[WHAT YOU HAVE TO DO]: Print each record that follows exactly, leaving the pictures behind.
[[ DATASET EXCERPTS, beginning ]]
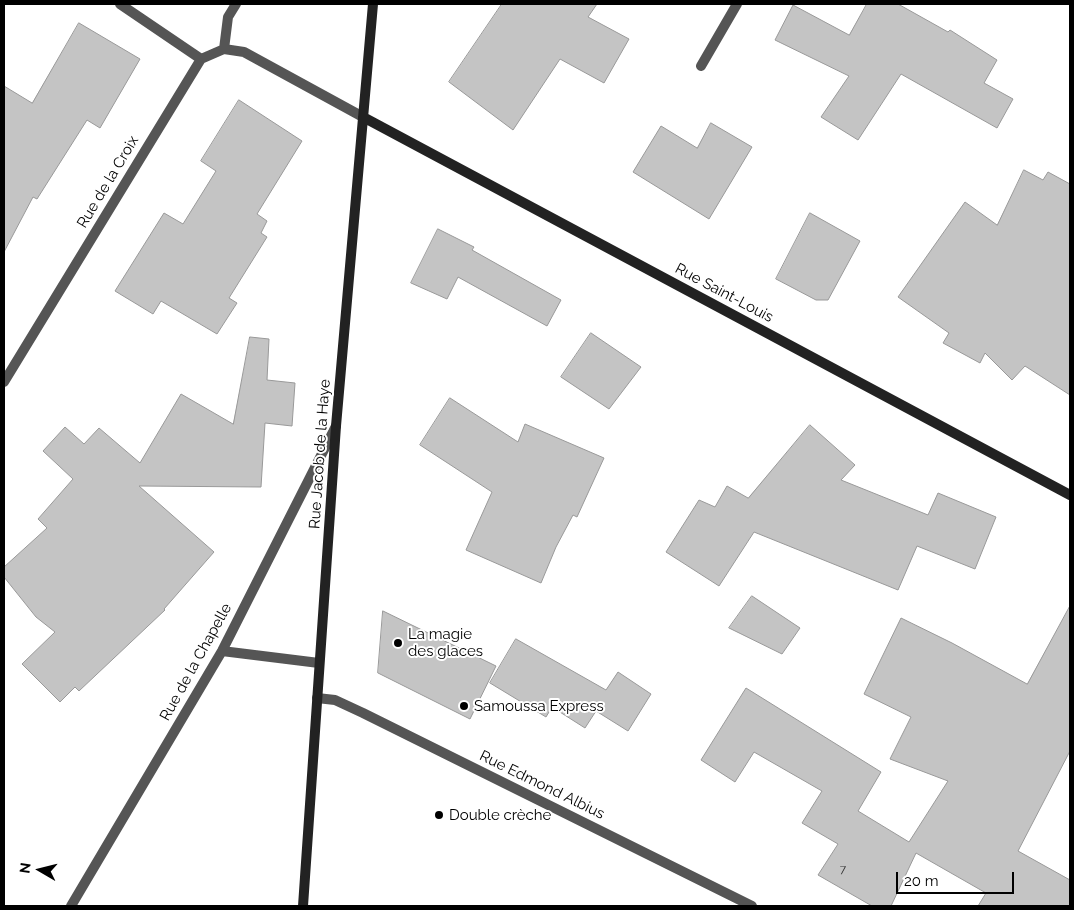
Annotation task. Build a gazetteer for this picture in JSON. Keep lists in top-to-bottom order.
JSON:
{
  "streets": {
    "main road": ["Rue Saint-Louis", "Rue Jacob de la Haye"],
    "street": ["Rue de la Croix", "Rue de la Chapelle", "Rue Edmond Albius"]
  },
  "crossings": [
    ["Rue Saint-Louis", "Rue Jacob de la Haye"],
    ["Rue Jacob de la Haye", "Rue de la Chapelle"],
    ["Rue Jacob de la Haye", "Rue Edmond Albius"]
  ],
  "places": ["La magie des glaces", "Samoussa Express", "Double crèche"],
  "house_numbers": ["7"],
  "scale_bar": "20 m",
  "north": "left"
}
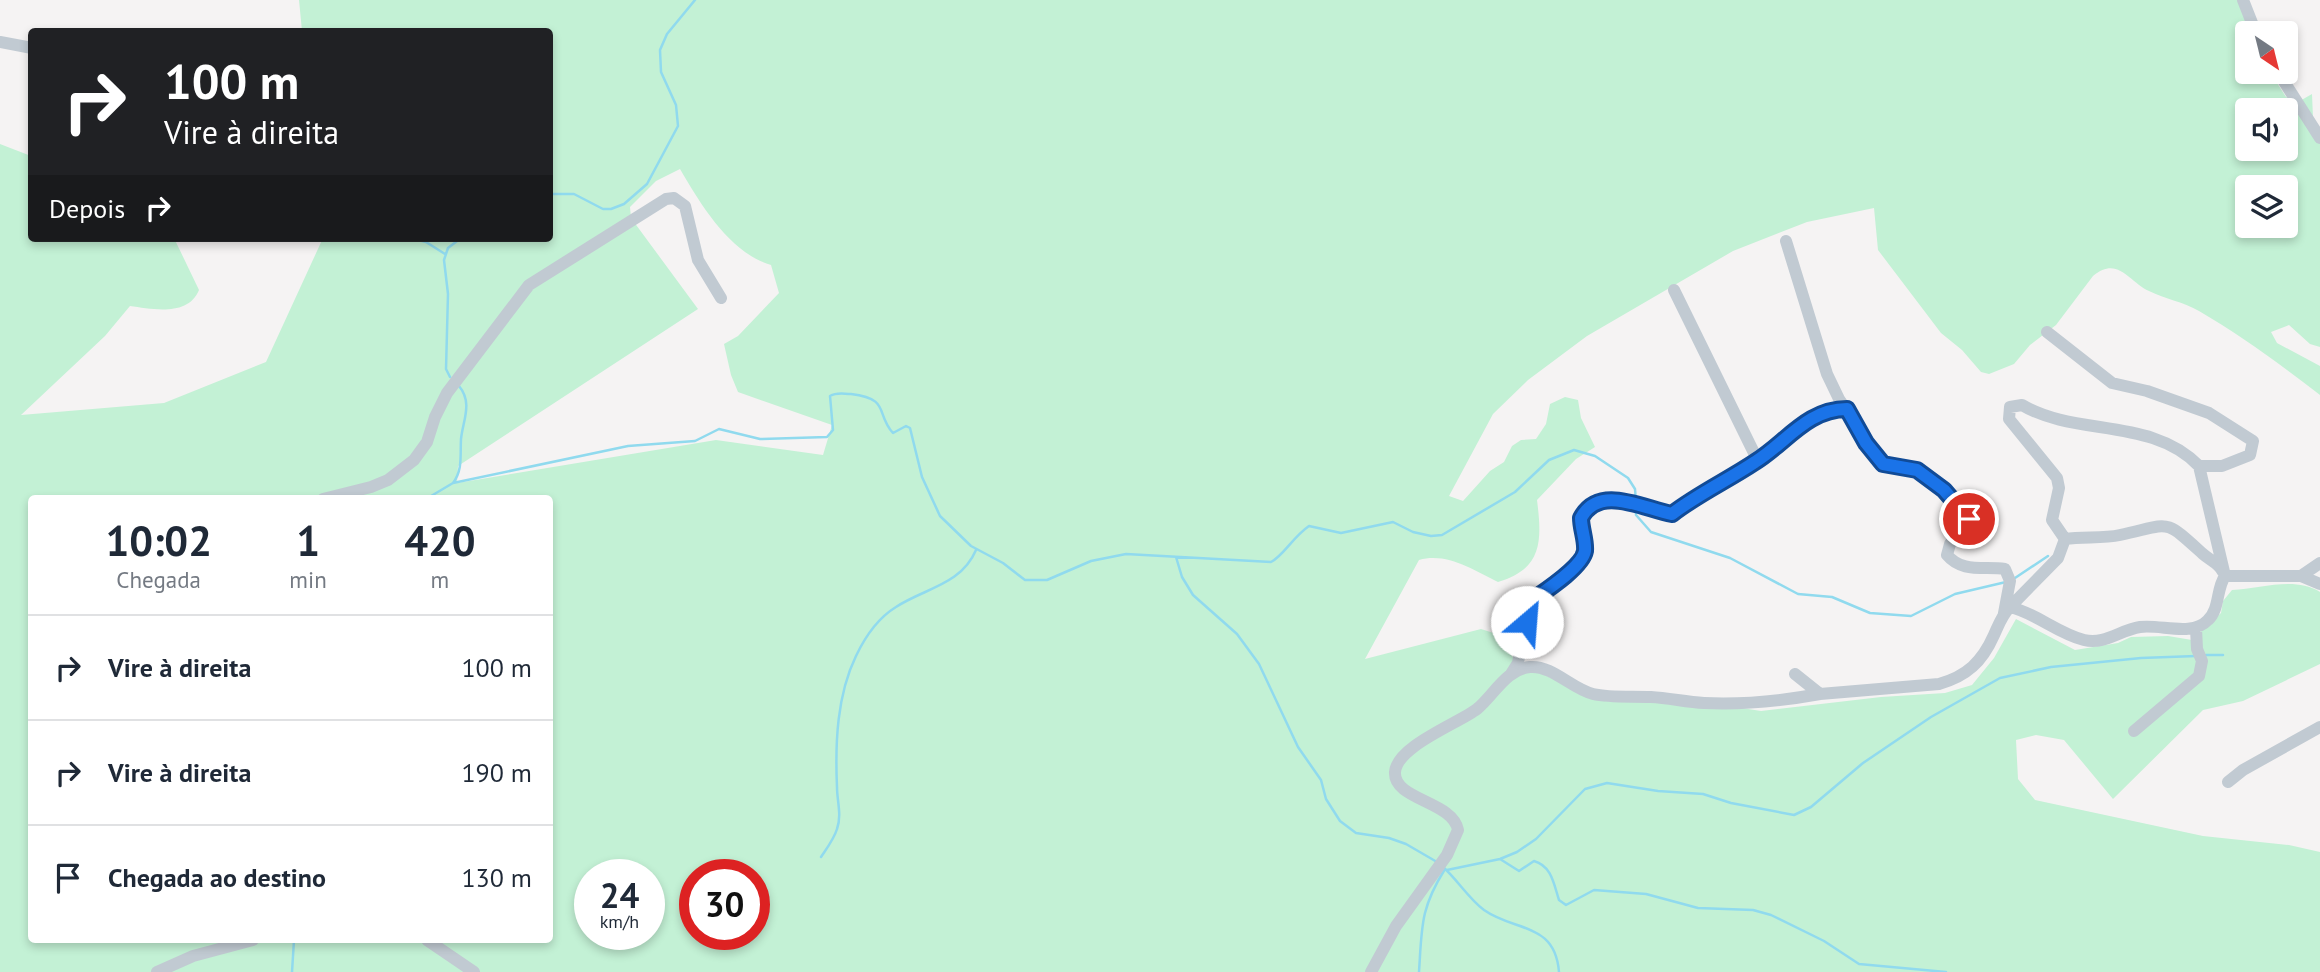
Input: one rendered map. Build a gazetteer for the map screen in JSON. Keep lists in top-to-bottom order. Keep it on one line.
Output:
{"north":"bottom right","page":{"turn":["100 m","Vire à direita"],"then":"Depois","eta":["10:02","Chegada","1","min","420","m"],"list":[{"name":"Vire à direita","value":"100 m"},{"name":"Vire à direita","value":"190 m"},{"name":"Chegada ao destino","value":"130 m"}],"speed":"24 km/h","limit":"30"}}
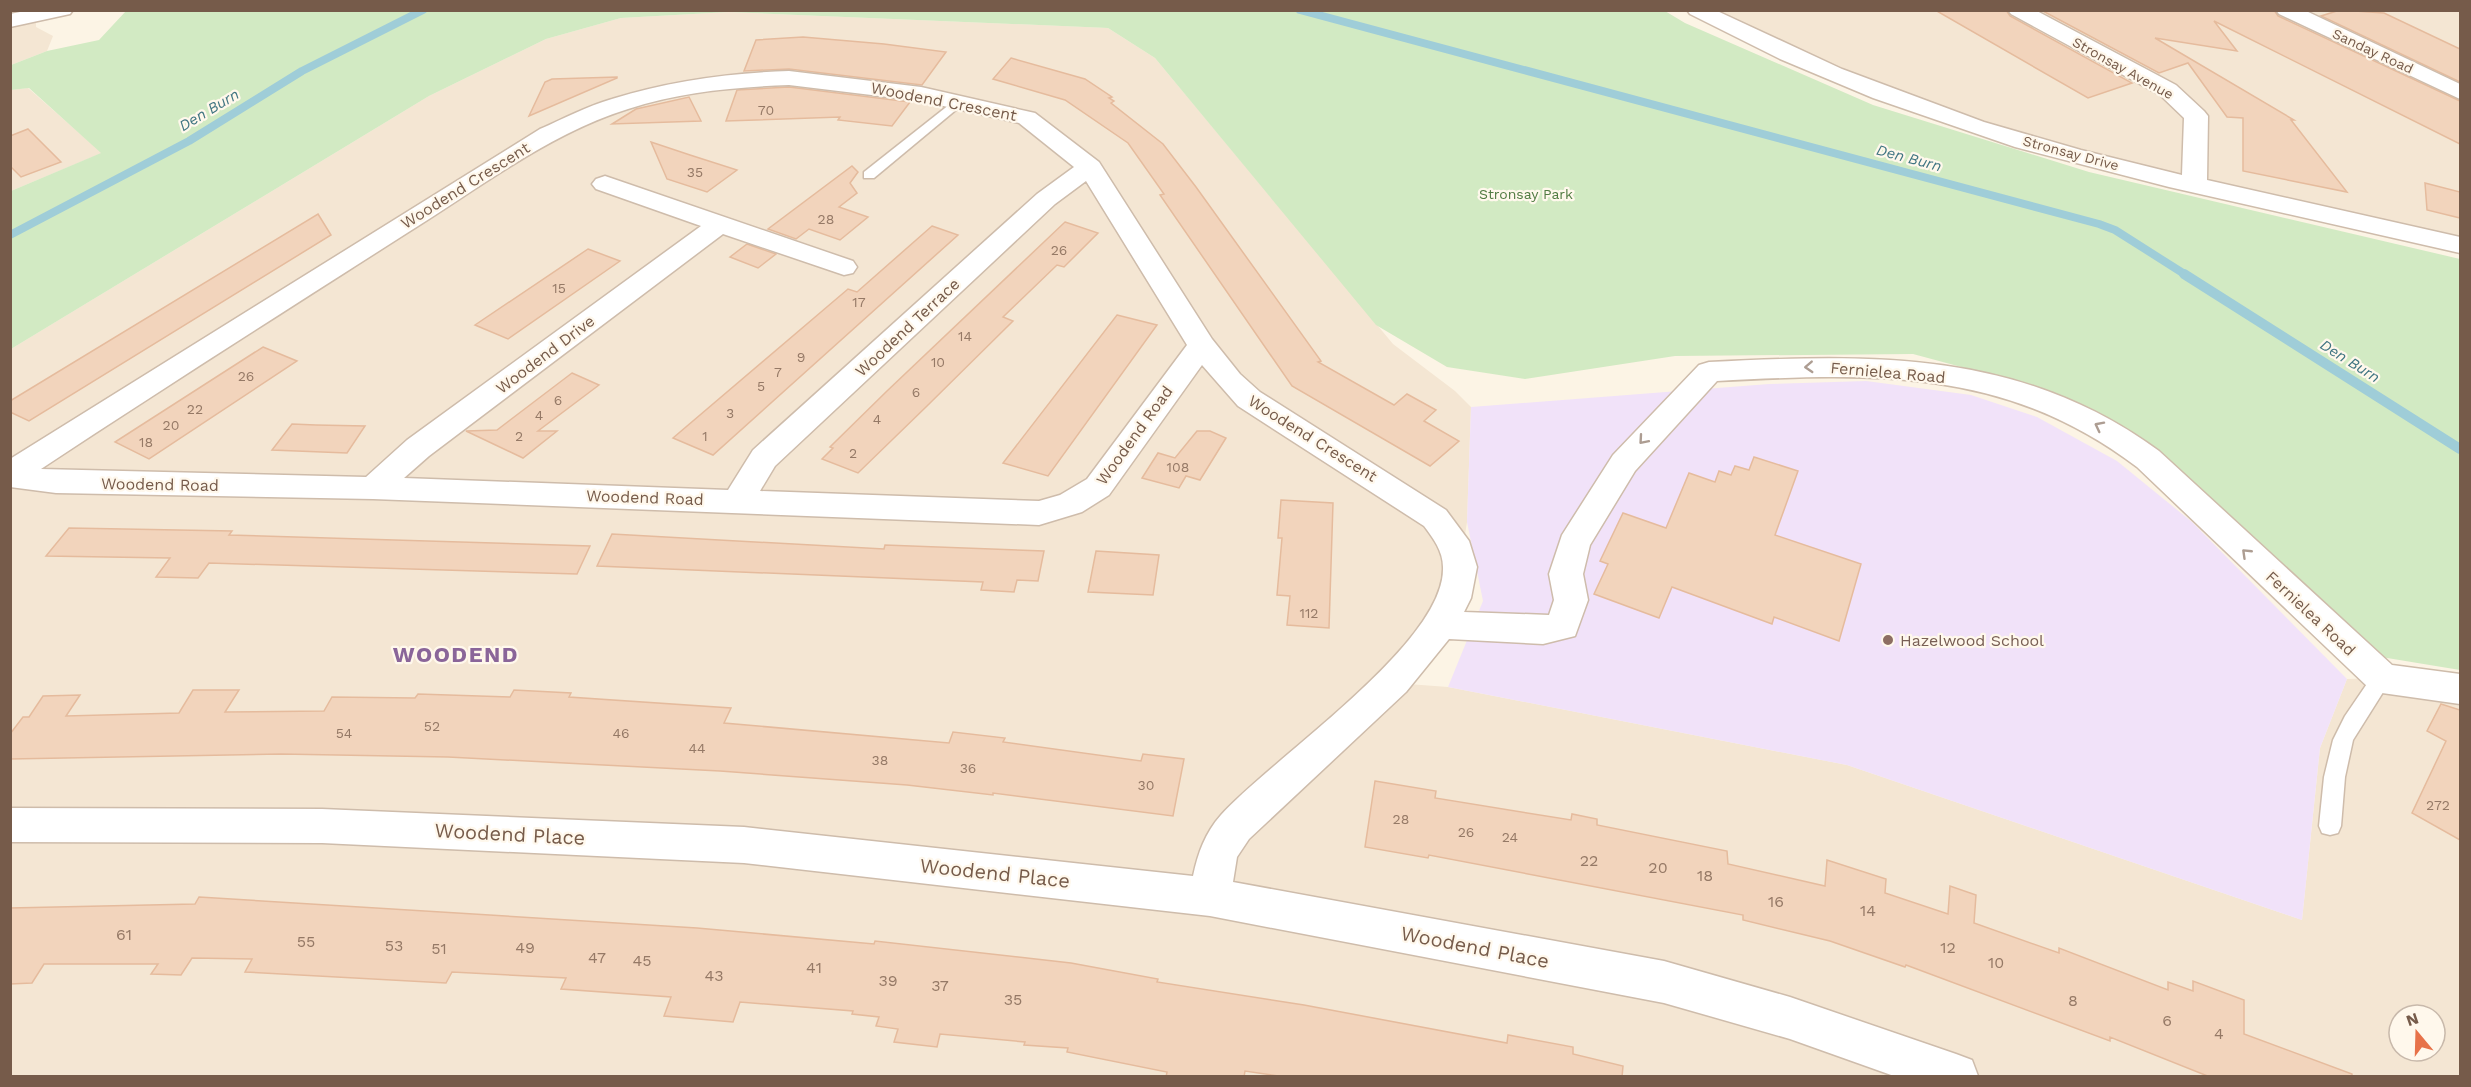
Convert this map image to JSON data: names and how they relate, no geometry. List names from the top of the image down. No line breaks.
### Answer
{"streets":{"street":["Sanday Road","Stronsay Avenue","Woodend Crescent","Stronsay Drive","Woodend Terrace","Woodend Drive","Fernielea Road","Woodend Road","Woodend Place"]},"crossings":[["Stronsay Avenue","Stronsay Drive"],["Woodend Crescent","Woodend Terrace"],["Woodend Crescent","Fernielea Road"],["Woodend Crescent","Woodend Road"],["Woodend Crescent","Woodend Place"],["Woodend Terrace","Woodend Road"],["Woodend Drive","Woodend Road"]],"districts":["WOODEND"],"water":["Den Burn"],"parks":["Stronsay Park"],"places":["Hazelwood School"],"house_numbers":["70","35","28","26","15","17","14","9","10","7","26","5","6","6","22","3","4","4","20","2","1","18","2","108","112","52","54","46","44","38","36","30","272","28","26","24","22","20","18","16","14","61","55","53","49","12","51","47","45","10","41","43","39","37","35","8","6","4"],"north":"top"}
[[ DATASET EXCERPTS, end ]]
[TASK ANSWER]:
Annotation task. Build a gazetteer for this picture in JSON. Keep lists in top-to-bottom order.
JSON:
{
  "streets": {
    "main road": ["Rue Saint-Louis", "Rue Jacob de la Haye"],
    "street": ["Rue de la Croix", "Rue de la Chapelle", "Rue Edmond Albius"]
  },
  "crossings": [
    ["Rue Saint-Louis", "Rue Jacob de la Haye"],
    ["Rue Jacob de la Haye", "Rue de la Chapelle"],
    ["Rue Jacob de la Haye", "Rue Edmond Albius"]
  ],
  "places": ["La magie des glaces", "Samoussa Express", "Double crèche"],
  "house_numbers": ["7"],
  "scale_bar": "20 m",
  "north": "left"
}
Input: one rendered map. Build a gazetteer for the map screen in JSON. Keep lists in top-to-bottom order. Keep it on one line.
Output:
{"north":"bottom right","page":{"turn":["100 m","Vire à direita"],"then":"Depois","eta":["10:02","Chegada","1","min","420","m"],"list":[{"name":"Vire à direita","value":"100 m"},{"name":"Vire à direita","value":"190 m"},{"name":"Chegada ao destino","value":"130 m"}],"speed":"24 km/h","limit":"30"}}
Convert this map image to JSON data: names and how they relate, no geometry. List names from the top of the image down. No line breaks.
### Answer
{"streets":{"street":["Sanday Road","Stronsay Avenue","Woodend Crescent","Stronsay Drive","Woodend Terrace","Woodend Drive","Fernielea Road","Woodend Road","Woodend Place"]},"crossings":[["Stronsay Avenue","Stronsay Drive"],["Woodend Crescent","Woodend Terrace"],["Woodend Crescent","Fernielea Road"],["Woodend Crescent","Woodend Road"],["Woodend Crescent","Woodend Place"],["Woodend Terrace","Woodend Road"],["Woodend Drive","Woodend Road"]],"districts":["WOODEND"],"water":["Den Burn"],"parks":["Stronsay Park"],"places":["Hazelwood School"],"house_numbers":["70","35","28","26","15","17","14","9","10","7","26","5","6","6","22","3","4","4","20","2","1","18","2","108","112","52","54","46","44","38","36","30","272","28","26","24","22","20","18","16","14","61","55","53","49","12","51","47","45","10","41","43","39","37","35","8","6","4"],"north":"top"}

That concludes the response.